§ Entries taken from a collection:
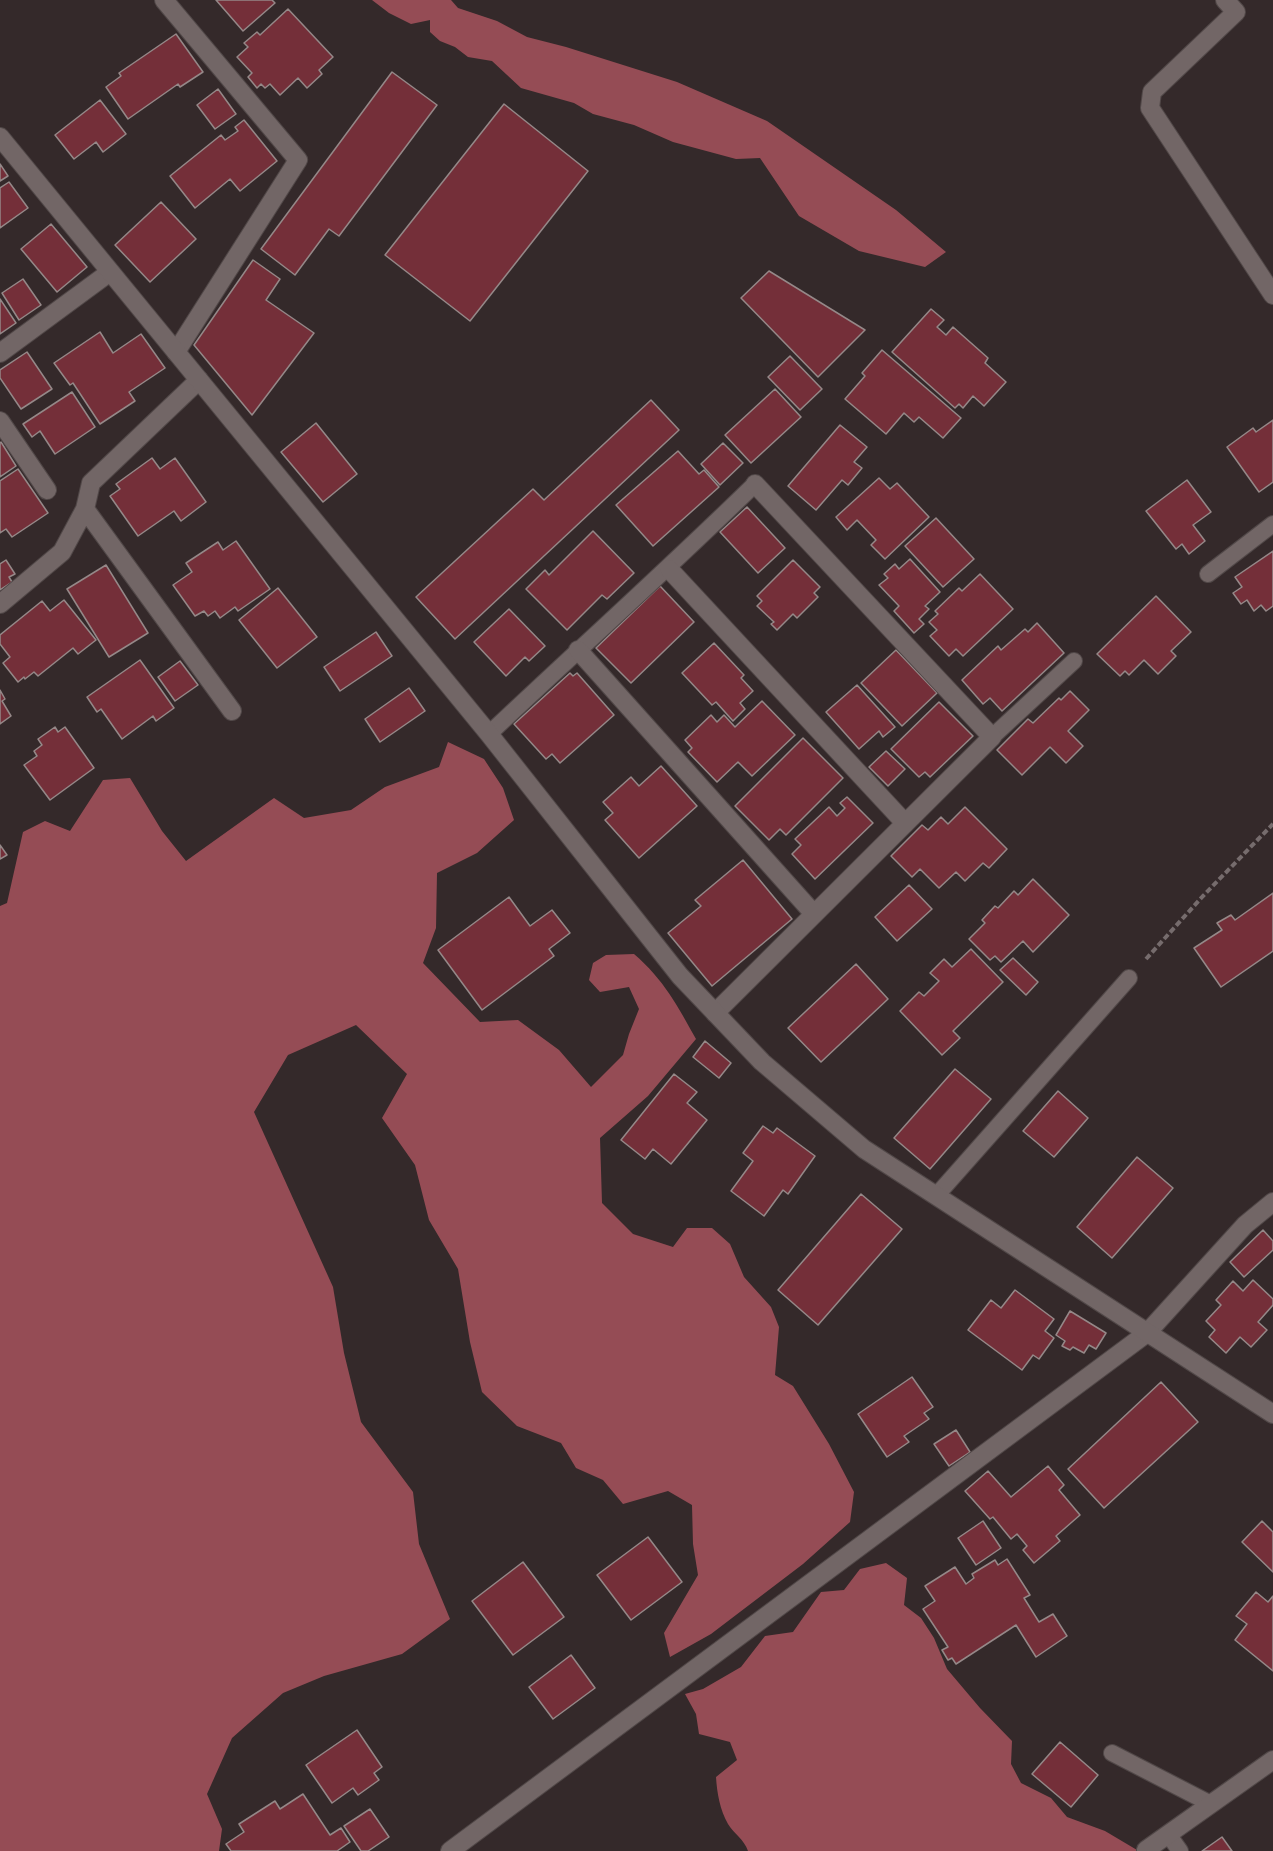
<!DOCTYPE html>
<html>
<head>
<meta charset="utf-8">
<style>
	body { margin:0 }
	canvas { display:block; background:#34292a }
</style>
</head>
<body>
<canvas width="1273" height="1851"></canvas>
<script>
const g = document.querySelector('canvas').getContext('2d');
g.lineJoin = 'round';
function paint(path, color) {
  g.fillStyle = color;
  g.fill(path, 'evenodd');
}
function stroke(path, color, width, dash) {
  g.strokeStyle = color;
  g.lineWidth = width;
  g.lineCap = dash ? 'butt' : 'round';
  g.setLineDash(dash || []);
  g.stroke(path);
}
const forest = new Path2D(`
	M372 0H451L458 8 497 21 527 37 566 47 677 82 767 121 896 210 946 252 925 267 859 251 799 216 760 158 736 159 673 142 634 125 593 114 574 103 521 88 492 61 468 57 455 47 440 41 430 32V20L411 24 389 13Z
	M448 742 484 759 503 788 514 820 477 853 437 873 436 928 423 963 480 1022 518 1020 559 1050 591 1087 623 1055 629 1034 639 1009 629 987 600 992 589 980 593 963 606 955 634 954C664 980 677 1005 696 1039L648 1096 600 1138 602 1203 633 1234 673 1247 687 1228H712L730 1244 744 1277 771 1307 779 1327 775 1375 793 1386 829 1444 854 1492 850 1522 803 1564 711 1634 670 1657 664 1633 698 1575 693 1544 692 1505 668 1491 623 1504 603 1480 576 1468 561 1443 517 1426 482 1392 470 1342 458 1269 429 1220 415 1165 382 1118 407 1074 356 1025 288 1055 254 1112 333 1287 344 1353 361 1422 413 1492 419 1544 450 1619 402 1654 324 1676 283 1693 232 1738 207 1794 222 1829 219 1851H0V906L7 903 23 832 45 821 70 831 103 780 130 778 162 831 186 861 274 798 304 818 351 810 385 787 439 767Z
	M886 1563 907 1578 904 1605 921 1618 934 1638 947 1669 980 1708 1012 1741 1011 1764 1021 1783 1051 1798 1067 1817 1105 1831 1137 1850 1142 1851H748C744 1839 734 1834 728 1824 720 1810 717 1793 716 1777L737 1760 730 1742 699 1734 696 1714 685 1694 703 1689 741 1667 765 1636 793 1632 821 1592 844 1590 860 1569Z`);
const building = new Path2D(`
	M216 0H272L275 3 243 31Z
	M288 9 333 57 319 70 322 74 307 88 298 78 280 95 270 84 265 88 261 84 257 88 248 77 252 73 237 57 248 47 244 43 257 32 260 35Z
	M176 34 203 72 180 87 178 84 128 119 106 87 121 76 119 73Z
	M392 72 437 105 339 236 329 229 295 275 261 249Z
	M218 89 236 114 215 129 197 105Z
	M100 100 126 134 103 152 96 142 74 159 55 135Z
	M504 104 588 171 470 321 385 255Z
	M244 120 277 161 240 191 230 179 195 208 170 176 221 135 225 140 238 131 235 127Z
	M0 164 8 176 0 181Z
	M9 182 28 208 0 228V188Z
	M161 202 196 239 150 282 115 245Z
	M51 224 87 267 57 292 21 249Z
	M253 260 280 279 266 300 314 333 252 415 194 345Z
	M769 271 865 330 818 377 741 298Z
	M23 279 41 305 19 320 2 293Z
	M0 299 16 323 0 334Z
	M931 309 944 320 937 327 946 335 953 327 988 358 985 363 1006 382 984 406 973 396 963 408 959 404 955 408 892 352Z
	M100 332 113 353 141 334 165 368 129 392 135 401 100 424 73 383 70 385 54 363Z
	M882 350 961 418 943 438 919 417 914 422 904 413 886 434 845 399 865 376 862 373Z
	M27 352 52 389 21 409 0 378V370Z
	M790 356 822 389 800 410 768 377Z
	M775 389 801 417 751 463 725 435Z
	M72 392 95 427 55 454 40 431 32 437 23 424Z
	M651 400 679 430 455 639 416 597 533 489 544 500Z
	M1273 420V482L1259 492 1227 447 1253 428 1256 432Z
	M316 423 357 474 323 502 281 452Z
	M840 425 867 447 854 462 862 468 848 485 842 480 816 510 788 486Z
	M1 442 16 466 0 477V443Z
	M723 443 743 463 720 485 701 464Z
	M678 451 699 474 704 470 719 487 653 546 616 505Z
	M152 458 160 469 175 458 206 502 181 521 174 511 138 536 110 496 120 489 116 484Z
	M18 469 48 513 12 537 6 529 0 533V481Z
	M879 478 890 489 897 483 929 517 885 559 871 545 876 540 857 520 847 530 836 517Z
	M1187 480 1211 512 1193 525 1205 541 1189 554 1182 544 1176 549 1146 511Z
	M747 507 785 548 758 573 720 532Z
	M936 518 974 559 943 587 905 546Z
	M593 531 634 573 607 599 602 595 567 630 526 589 545 570 549 575Z
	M236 541 270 589 238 611 235 607 220 618 215 611 208 616 204 611 195 616 173 585 192 572 186 563 218 542 223 550Z
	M1273 551V606L1266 611 1261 605 1254 611 1247 600 1241 604 1233 593 1242 587 1235 577Z
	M910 559 940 592 925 606 929 609 919 619 924 624 914 633 894 611 899 606 879 585 888 578 884 574 895 564 899 569Z
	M6 560 15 574 9 577 12 582 0 590V564Z
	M793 560 820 587 814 593 818 597 797 618 793 614 777 630 771 624 774 622 757 606 762 601 757 596Z
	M106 565 148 633 109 657 67 589Z
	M980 574 1013 609 963 656 956 649 949 656 930 636 937 630 929 622 938 614 935 611 959 588 962 591Z
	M660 586 694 622 631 683 596 648Z
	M278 588 317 637 277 668 239 620Z
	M1156 596 1191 632 1171 651 1176 656 1158 674 1144 660 1129 675 1125 671 1120 676 1097 654Z
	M64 600 96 640 78 654 73 648 38 676 34 672 25 679 24 677 18 682 3 663 10 657 0 644V635L42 601 50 611Z
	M509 609 545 646 529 661 525 657 506 676 474 642Z
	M1037 623 1064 653 1002 711 990 698 983 704 962 680 998 646 1001 650 1025 629 1028 632Z
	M376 632 392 656 340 691 324 667Z
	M714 643 744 675 741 678 753 691 740 703 745 709 733 721 716 702 712 705 682 673Z
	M896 650 937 693 902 726 861 683Z
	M140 660 174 708 156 721 153 716 122 739 101 709 97 712 87 697Z
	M180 661 198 685 175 701 158 677Z
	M570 673 573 676 577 673 614 715 560 763 552 754 546 759 514 724Z
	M857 685 895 727 883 737 879 731 859 749 826 712Z
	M409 688 425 711 380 742 365 719Z
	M0 690 5 699 2 701 11 716 0 724Z
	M1070 691 1089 710 1068 731 1083 746 1066 763 1050 747 1022 775 997 750 1028 719 1033 723 1059 698 1061 700Z
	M762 701 795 735 752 776 738 762 717 782 688 752 692 748 685 740 711 715 717 722 724 715 735 727Z
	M939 702 973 736 930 777 925 772 919 777 891 749Z
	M55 727 58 732 65 727 94 768 50 800 24 765 37 756 34 751 42 745 38 739Z
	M803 738 843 778 786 835 780 829 769 840 735 806Z
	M886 751 905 769 888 786 869 767Z
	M661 766 697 806 639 858 605 820 613 813 603 802 631 777 639 786Z
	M847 797 873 823 815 879 792 854 801 845 795 839 829 807 837 816 845 808 840 803Z
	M965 807 1007 849 989 868 983 863 965 881 956 872 939 888 920 869 912 877 891 856 922 825 928 830 941 817 948 824Z
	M0 845 7 855 0 859Z
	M743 860 792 919 712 986 668 933 701 906 695 900Z
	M1033 879 1069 915 1033 952 1023 941 1001 962 995 956 990 960 969 939 985 923 982 920 995 906 998 908 1014 891 1018 895Z
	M909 885 932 909 897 941 875 917Z
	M1273 893V951L1221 987 1194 948 1222 930 1217 923 1231 915 1235 920Z
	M509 897 530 926 552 910 570 933 549 949 554 956 482 1010 438 950Z
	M971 949 1003 982 953 1031 960 1038 942 1055 900 1011 919 992 924 996 939 981 930 973 944 959 952 967Z
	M1013 958 1038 982 1026 995 1000 970Z
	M856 964 888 999 821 1062 788 1028Z
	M705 1041 731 1063 719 1078 693 1057Z
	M955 1069 991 1099 930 1169 894 1138Z
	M674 1074 697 1092 687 1103 707 1120 671 1164 653 1149 645 1159 621 1140Z
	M1058 1091 1088 1118 1054 1157 1023 1131Z
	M763 1126 773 1133 777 1128 815 1156 788 1194 783 1190 764 1216 731 1191 753 1161 743 1153Z
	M1137 1157 1173 1188 1112 1258 1077 1227Z
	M861 1194 902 1229 818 1325 778 1290Z
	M1263 1230 1273 1241V1250L1244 1277 1230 1262Z
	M1253 1280 1273 1299V1305L1258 1322 1267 1330 1251 1347 1240 1337 1226 1353 1209 1337 1215 1330 1206 1321 1221 1305 1216 1300 1233 1281 1243 1291Z
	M1015 1290 1054 1319 1045 1331 1054 1338 1039 1359 1033 1355 1022 1370 968 1330 991 1300 1001 1308Z
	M1070 1311 1106 1333 1096 1349 1089 1345 1084 1353 1073 1347 1070 1350 1062 1346 1065 1341 1056 1335Z
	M912 1377 933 1407 924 1413 929 1419 904 1436 909 1442 887 1457 858 1414Z
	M1161 1382 1198 1422 1104 1508 1068 1469Z
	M956 1430 970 1452 949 1466 934 1444Z
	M1048 1466 1064 1485 1059 1490 1080 1515 1056 1536 1060 1541 1034 1563 1023 1550 1027 1546 1017 1534 1011 1539 993 1517 990 1519 965 1491 988 1471 1011 1497Z
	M983 1521 1001 1548 976 1565 958 1538Z
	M1262 1521 1273 1532V1572L1242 1542Z
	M648 1537 682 1582 631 1620 597 1575Z
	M1007 1559 1030 1595 1024 1598 1039 1622 1053 1614 1067 1636 1036 1657 1016 1625 956 1664 952 1658 948 1660 942 1650 948 1647 923 1609 935 1601 925 1586 955 1567 966 1584 974 1578 972 1574 995 1560 998 1565Z
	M523 1562 564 1617 513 1655 472 1601Z
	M1256 1592 1268 1602 1273 1596V1671L1235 1640 1247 1624 1236 1616Z
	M571 1655 595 1688 553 1719 529 1687Z
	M357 1730 382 1767 374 1773 379 1780 358 1795 353 1788 332 1803 306 1765Z
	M1060 1742 1098 1775 1071 1807 1032 1774Z
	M303 1794 330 1835 341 1828 350 1842 337 1851H231L226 1844 244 1832 239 1824 275 1801 280 1809Z
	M370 1809 389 1837 368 1851H361L344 1826Z
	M1222 1837 1232 1851H1202Z`);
const path = new Path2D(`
	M1146 959 1203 896 1273 824`);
const lane = new Path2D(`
	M1208 574 1273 524
	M489 734C578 650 668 569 755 484
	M992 737 1074 661
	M936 1196 1129 978
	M1112 1753 1211 1804
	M1168 1834 1180 1851`);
const street = new Path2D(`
	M164 0 298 160 176 352
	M1225 0 1236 12 1152 92 1150 108 1273 295
	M0 353 110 272
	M0 421 47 490
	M85 509 232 711
	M669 569 905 823
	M0 604 62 552 85 509 91 483 199 380
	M578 650 814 914
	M715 1013 992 737 755 484
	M1146 1850 1273 1760
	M450 1851 1147 1333 1245 1225 1273 1202`);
const secondary = new Path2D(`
	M0 137 489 734 680 976 762 1062 864 1149 1273 1414`);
paint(forest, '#954c55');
paint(building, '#742f39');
stroke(building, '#958888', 1.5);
stroke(lane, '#514848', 18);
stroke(street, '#514848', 20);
stroke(secondary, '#514848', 20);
stroke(path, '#766c6d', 4, [6, 3]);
stroke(lane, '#726666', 16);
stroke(street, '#726666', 18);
stroke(secondary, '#726666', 18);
</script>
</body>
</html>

§ About this task:
All that is wanted is a faithful reproduction of the line above with "function paint(path, color)", the line with "M448 742 484", and every line in between.

§ Task output:
function paint(path, color) {
  g.fillStyle = color;
  g.fill(path, 'evenodd');
}
function stroke(path, color, width, dash) {
  g.strokeStyle = color;
  g.lineWidth = width;
  g.lineCap = dash ? 'butt' : 'round';
  g.setLineDash(dash || []);
  g.stroke(path);
}
const forest = new Path2D(`
	M372 0H451L458 8 497 21 527 37 566 47 677 82 767 121 896 210 946 252 925 267 859 251 799 216 760 158 736 159 673 142 634 125 593 114 574 103 521 88 492 61 468 57 455 47 440 41 430 32V20L411 24 389 13Z
	M448 742 484 759 503 788 514 820 477 853 437 873 436 928 423 963 480 1022 518 1020 559 1050 591 1087 623 1055 629 1034 639 1009 629 987 600 992 589 980 593 963 606 955 634 954C664 980 677 1005 696 1039L648 1096 600 1138 602 1203 633 1234 673 1247 687 1228H712L730 1244 744 1277 771 1307 779 1327 775 1375 793 1386 829 1444 854 1492 850 1522 803 1564 711 1634 670 1657 664 1633 698 1575 693 1544 692 1505 668 1491 623 1504 603 1480 576 1468 561 1443 517 1426 482 1392 470 1342 458 1269 429 1220 415 1165 382 1118 407 1074 356 1025 288 1055 254 1112 333 1287 344 1353 361 1422 413 1492 419 1544 450 1619 402 1654 324 1676 283 1693 232 1738 207 1794 222 1829 219 1851H0V906L7 903 23 832 45 821 70 831 103 780 130 778 162 831 186 861 274 798 304 818 351 810 385 787 439 767Z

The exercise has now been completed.